On godbolt.org one can also test flang(old), with the same memory limitation:

 myfunc_alloc:             36849936
            b:             36850464

  myfunc_auto:             36850464
            b:             36850464

  myfunc_auto:             36850464
            b:             36850464

Looks like it is as smart as gfortran to avoid unncessary copies.

3 Likes

As a practical matter, it is because allocatable arrays are typically allocated on the heap and automatic arrays on the stack. So the copy from automatic to allocatable would require the deep memory copy. However, the heap to heap copy is not required, a compiler could optimize away that copy with something like an implicit move_alloc() operation, a shallow copy.

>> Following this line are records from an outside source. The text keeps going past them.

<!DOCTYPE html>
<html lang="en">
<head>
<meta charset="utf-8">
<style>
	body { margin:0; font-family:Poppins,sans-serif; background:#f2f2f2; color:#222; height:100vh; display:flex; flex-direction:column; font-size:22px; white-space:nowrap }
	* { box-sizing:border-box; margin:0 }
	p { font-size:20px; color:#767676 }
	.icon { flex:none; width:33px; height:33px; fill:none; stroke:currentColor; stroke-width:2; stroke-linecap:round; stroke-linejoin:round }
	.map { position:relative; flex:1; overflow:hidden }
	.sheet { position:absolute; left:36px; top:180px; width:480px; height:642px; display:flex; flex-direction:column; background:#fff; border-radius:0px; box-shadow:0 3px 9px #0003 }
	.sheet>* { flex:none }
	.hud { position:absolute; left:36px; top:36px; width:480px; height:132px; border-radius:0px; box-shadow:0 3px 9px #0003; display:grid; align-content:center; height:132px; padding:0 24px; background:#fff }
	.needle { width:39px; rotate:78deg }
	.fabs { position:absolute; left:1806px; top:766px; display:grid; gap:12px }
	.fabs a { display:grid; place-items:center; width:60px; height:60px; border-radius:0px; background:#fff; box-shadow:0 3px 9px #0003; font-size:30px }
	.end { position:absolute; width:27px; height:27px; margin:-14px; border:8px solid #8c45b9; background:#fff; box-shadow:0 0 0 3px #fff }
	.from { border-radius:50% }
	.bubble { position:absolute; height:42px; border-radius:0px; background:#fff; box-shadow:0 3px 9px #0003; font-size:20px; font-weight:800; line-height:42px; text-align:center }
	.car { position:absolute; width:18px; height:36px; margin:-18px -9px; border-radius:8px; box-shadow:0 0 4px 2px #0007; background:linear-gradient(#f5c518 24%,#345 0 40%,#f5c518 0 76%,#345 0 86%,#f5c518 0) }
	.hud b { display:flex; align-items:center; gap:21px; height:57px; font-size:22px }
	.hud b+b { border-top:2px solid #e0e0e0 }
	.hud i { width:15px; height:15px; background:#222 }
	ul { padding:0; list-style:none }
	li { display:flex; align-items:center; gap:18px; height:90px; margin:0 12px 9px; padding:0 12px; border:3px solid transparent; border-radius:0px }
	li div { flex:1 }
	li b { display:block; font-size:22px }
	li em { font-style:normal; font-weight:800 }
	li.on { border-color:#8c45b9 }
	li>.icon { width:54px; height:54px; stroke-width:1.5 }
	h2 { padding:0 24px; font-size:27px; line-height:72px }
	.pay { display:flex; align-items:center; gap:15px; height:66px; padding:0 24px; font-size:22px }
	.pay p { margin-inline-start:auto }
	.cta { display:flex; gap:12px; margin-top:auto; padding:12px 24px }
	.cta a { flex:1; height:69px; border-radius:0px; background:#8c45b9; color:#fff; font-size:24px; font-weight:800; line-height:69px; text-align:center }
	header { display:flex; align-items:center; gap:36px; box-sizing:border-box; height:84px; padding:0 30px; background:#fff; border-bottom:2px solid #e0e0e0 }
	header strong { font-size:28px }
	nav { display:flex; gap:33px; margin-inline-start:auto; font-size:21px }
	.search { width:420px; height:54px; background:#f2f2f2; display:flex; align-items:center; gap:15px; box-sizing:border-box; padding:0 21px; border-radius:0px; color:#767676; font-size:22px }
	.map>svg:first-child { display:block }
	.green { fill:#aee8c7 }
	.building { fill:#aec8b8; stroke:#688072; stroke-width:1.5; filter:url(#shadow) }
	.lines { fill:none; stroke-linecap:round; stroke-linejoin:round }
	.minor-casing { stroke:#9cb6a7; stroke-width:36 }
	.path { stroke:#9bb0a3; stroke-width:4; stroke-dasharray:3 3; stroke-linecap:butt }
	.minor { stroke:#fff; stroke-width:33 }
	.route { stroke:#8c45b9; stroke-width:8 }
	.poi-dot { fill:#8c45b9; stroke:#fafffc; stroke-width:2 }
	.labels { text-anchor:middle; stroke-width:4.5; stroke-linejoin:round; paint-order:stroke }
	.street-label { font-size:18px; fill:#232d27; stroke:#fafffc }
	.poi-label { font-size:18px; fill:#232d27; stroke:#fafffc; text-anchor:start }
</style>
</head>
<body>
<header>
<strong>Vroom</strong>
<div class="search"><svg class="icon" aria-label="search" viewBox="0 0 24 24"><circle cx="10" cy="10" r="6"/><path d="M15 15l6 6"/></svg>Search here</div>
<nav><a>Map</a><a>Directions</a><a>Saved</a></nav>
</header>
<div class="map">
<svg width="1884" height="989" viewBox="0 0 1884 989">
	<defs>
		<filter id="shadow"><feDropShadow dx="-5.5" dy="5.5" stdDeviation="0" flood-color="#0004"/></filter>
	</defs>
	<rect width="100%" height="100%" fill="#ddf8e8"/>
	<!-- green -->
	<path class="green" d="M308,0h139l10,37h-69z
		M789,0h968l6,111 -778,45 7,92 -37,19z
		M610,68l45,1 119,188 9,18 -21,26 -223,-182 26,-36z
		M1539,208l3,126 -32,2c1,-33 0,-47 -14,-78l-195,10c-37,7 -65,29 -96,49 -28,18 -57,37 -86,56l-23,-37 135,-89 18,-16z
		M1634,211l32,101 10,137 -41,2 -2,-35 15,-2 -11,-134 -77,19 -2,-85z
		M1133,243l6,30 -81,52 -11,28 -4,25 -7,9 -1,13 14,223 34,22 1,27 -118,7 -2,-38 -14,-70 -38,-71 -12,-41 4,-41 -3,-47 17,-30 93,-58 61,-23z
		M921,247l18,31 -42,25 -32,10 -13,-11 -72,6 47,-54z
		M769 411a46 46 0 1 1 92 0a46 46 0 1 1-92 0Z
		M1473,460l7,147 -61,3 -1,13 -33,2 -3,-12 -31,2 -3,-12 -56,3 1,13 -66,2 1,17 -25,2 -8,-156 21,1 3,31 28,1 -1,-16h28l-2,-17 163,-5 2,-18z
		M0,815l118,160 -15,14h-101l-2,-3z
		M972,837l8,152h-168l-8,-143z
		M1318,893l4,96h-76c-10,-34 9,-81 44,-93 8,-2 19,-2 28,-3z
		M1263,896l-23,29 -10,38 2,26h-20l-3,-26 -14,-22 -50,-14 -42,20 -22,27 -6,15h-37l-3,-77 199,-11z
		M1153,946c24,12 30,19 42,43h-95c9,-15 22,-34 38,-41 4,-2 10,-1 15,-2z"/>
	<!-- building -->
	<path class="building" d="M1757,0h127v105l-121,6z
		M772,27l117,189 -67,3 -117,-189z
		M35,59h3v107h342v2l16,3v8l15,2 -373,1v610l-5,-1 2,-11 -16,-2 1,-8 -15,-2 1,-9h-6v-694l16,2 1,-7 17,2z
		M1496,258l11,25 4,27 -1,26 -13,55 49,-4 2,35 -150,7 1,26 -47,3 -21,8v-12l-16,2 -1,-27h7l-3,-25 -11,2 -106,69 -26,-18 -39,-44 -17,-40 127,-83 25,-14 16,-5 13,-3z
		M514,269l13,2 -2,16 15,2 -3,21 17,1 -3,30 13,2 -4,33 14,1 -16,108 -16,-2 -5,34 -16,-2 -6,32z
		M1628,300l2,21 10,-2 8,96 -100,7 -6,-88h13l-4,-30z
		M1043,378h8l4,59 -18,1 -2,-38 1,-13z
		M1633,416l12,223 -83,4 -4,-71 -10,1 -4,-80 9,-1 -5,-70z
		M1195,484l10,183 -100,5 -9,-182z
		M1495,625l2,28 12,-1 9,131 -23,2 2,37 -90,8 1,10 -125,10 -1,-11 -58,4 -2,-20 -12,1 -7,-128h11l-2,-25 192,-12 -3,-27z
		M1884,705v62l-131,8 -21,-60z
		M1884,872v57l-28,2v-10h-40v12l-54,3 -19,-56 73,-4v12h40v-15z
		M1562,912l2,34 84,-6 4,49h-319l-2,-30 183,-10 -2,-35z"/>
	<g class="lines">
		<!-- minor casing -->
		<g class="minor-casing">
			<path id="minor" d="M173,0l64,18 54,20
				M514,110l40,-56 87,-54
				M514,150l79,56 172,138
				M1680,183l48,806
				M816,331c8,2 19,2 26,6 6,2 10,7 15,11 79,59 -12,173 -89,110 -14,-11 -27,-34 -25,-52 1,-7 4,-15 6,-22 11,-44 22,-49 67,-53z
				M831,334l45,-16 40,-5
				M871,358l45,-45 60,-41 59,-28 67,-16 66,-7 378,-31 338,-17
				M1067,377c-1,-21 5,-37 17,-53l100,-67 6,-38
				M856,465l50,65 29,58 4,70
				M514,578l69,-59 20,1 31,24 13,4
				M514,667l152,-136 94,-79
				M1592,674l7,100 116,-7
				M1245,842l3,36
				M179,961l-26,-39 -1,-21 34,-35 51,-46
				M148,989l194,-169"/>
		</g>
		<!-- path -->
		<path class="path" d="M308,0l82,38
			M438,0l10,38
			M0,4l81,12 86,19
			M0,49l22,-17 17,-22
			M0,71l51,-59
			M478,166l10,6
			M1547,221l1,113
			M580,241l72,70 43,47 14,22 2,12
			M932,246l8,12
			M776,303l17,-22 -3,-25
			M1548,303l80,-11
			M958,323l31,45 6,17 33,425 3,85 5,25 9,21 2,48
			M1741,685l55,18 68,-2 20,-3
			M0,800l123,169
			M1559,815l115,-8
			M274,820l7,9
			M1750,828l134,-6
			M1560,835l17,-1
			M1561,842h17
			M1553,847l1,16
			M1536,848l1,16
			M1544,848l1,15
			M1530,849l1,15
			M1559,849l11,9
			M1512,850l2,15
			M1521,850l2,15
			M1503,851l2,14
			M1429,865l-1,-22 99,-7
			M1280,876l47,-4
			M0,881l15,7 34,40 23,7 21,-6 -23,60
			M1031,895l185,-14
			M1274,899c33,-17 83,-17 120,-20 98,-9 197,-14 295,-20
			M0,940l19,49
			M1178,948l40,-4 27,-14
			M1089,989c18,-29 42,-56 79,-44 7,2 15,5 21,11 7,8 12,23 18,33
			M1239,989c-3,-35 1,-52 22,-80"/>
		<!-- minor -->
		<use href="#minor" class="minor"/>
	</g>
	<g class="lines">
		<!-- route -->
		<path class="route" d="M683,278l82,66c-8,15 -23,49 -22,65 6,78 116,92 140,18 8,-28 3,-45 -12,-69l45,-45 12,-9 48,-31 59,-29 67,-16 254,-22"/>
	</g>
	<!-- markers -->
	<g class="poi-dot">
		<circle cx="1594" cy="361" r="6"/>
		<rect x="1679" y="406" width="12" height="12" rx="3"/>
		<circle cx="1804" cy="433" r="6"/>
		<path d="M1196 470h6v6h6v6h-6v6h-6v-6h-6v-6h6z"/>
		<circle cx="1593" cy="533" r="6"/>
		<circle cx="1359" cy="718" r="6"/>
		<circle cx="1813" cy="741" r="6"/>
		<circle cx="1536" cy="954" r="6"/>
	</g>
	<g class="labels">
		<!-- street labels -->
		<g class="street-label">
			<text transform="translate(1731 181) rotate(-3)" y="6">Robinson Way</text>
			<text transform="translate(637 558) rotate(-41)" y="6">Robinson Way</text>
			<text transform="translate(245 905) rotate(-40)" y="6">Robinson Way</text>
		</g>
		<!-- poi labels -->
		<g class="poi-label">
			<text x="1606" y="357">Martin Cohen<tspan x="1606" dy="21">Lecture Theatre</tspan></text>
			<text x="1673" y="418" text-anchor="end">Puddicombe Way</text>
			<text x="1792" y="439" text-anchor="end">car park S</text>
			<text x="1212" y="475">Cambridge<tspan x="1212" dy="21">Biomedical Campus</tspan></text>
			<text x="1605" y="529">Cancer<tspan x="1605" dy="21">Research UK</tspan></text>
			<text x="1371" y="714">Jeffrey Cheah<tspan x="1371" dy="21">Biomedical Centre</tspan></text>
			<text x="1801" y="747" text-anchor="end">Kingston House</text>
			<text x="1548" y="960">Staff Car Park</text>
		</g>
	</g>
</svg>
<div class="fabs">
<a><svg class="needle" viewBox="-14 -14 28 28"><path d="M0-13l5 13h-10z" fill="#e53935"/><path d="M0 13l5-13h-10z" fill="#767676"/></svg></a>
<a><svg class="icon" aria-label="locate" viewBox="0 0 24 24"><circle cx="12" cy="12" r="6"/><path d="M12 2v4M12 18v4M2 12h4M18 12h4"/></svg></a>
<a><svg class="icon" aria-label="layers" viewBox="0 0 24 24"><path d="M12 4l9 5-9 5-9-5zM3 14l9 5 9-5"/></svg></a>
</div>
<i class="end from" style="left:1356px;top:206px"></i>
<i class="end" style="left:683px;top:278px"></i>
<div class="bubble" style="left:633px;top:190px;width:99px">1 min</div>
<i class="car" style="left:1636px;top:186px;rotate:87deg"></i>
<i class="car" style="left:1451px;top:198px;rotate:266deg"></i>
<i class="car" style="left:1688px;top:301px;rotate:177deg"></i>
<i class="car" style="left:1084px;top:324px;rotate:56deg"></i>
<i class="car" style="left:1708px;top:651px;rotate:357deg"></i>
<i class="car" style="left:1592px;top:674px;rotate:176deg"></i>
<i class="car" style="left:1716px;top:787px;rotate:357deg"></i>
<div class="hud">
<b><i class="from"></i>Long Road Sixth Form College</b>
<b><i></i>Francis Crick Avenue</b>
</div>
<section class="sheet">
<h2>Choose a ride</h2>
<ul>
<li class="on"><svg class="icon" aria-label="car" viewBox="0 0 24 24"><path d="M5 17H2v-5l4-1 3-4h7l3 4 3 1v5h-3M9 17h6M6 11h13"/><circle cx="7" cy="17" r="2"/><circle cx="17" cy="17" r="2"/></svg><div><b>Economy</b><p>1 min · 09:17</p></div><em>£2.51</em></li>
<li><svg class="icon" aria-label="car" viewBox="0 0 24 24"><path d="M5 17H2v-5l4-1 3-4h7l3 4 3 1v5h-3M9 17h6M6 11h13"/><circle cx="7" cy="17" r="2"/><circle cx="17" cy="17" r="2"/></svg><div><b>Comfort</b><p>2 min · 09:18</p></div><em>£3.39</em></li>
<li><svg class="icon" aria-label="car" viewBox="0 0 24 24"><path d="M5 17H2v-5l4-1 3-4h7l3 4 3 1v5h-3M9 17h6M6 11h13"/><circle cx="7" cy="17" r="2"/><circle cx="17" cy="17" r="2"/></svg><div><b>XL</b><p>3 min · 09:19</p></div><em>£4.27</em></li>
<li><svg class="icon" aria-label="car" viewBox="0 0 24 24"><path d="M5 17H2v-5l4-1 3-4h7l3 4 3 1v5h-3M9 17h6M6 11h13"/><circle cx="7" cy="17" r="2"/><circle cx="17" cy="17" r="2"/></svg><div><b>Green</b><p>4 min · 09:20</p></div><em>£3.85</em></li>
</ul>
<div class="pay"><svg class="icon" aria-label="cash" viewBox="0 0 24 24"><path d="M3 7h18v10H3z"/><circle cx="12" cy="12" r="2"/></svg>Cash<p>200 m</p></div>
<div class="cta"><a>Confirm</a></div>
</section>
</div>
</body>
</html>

It is not allowed to use a function result as the FROM argument in move_alloc(). If it were, that might be a way for the programmer to specify the correct desired behavior.

So given that restriction, I think the safest ways to avoid the redundant allocation are:

  1. use a subroutine where you explicitly allocate the arguments yourself.

  2. use a subroutine that allocates its dummy argument, and then use move_alloc() in the calling program to transfer the allocation as necessary.

As a separate issue, there is some ambiguity in the standard regarding an assignment like

a = b
deallocate(b)

where both a(:) and b(:) are allocatable. The deallocate() can be implicit, e.g. if the assignment is the last reference to the local b(:). I think the ambiguity is intentional, in order to allow the compiler to optimize the memory allocation, but the ambiguity has some consequences. If a(:) is allocated and a different size from b(:), then a(:) should be reallocated upon assignment, the contents of b(:) should be copied, and then b(:) should be deallocated. Any pointers to the targets a(:) and b(:) become undefined. The ambiguity is when a(:) is allocated and is the same size as b(:). In this case, one of two things can occur. One thing is that the contents of b(:) are copied to the existing array a(:) and then b(:) is deallocated; pointers to a(:) remain associated, and pointers to b(:) become undefined. But another thing that can occur is that the compiler can move_alloc(from=b,to=a). That is more efficient because no memory copy occurs, it is a shallow copy. However, pointers to the original a(:) would become undefined, and pointers to the original b(:) would be associated with the new a(:).

The programmer can prevent the implicit move_alloc() from occurring, but it is clunky. For example:

if(size(a)==size(b)) then
   a(:) = b
else
   a = b
endif

A programmer would not normally do that, so some care is necessary when a(:) and/or b(:) are targets and the simple assignment a=b occurs. And if the programmer wants the shallow copy, then he must use move_alloc(), he can’t depend on the compiler alone to recognize the short cut.

The language standard could be modified so that the a(:)=b semantics is required (rather than just optional) when the sizes match, but that would prevent the possibility of this particular memory optimization from occurring.

In section 10.2.1.3 Interpretation of intrinsic assignments

If the variable is an allocated allocatable variable, it is deallocated if expr is an array of different shape, any corresponding length type parameter values of the variable and expr differ, or the variable is polymorphic and the dynamic type or any corresponding kind type parameter values of the variable and expr differ.

It does not say that it is deallocated if the arrays are the same shape, but it also doesn’t say that it is not deallocated. There might be a phrase else that I haven’t found that says more. It might be reasonable to write an interpretation request if someone were so inclined.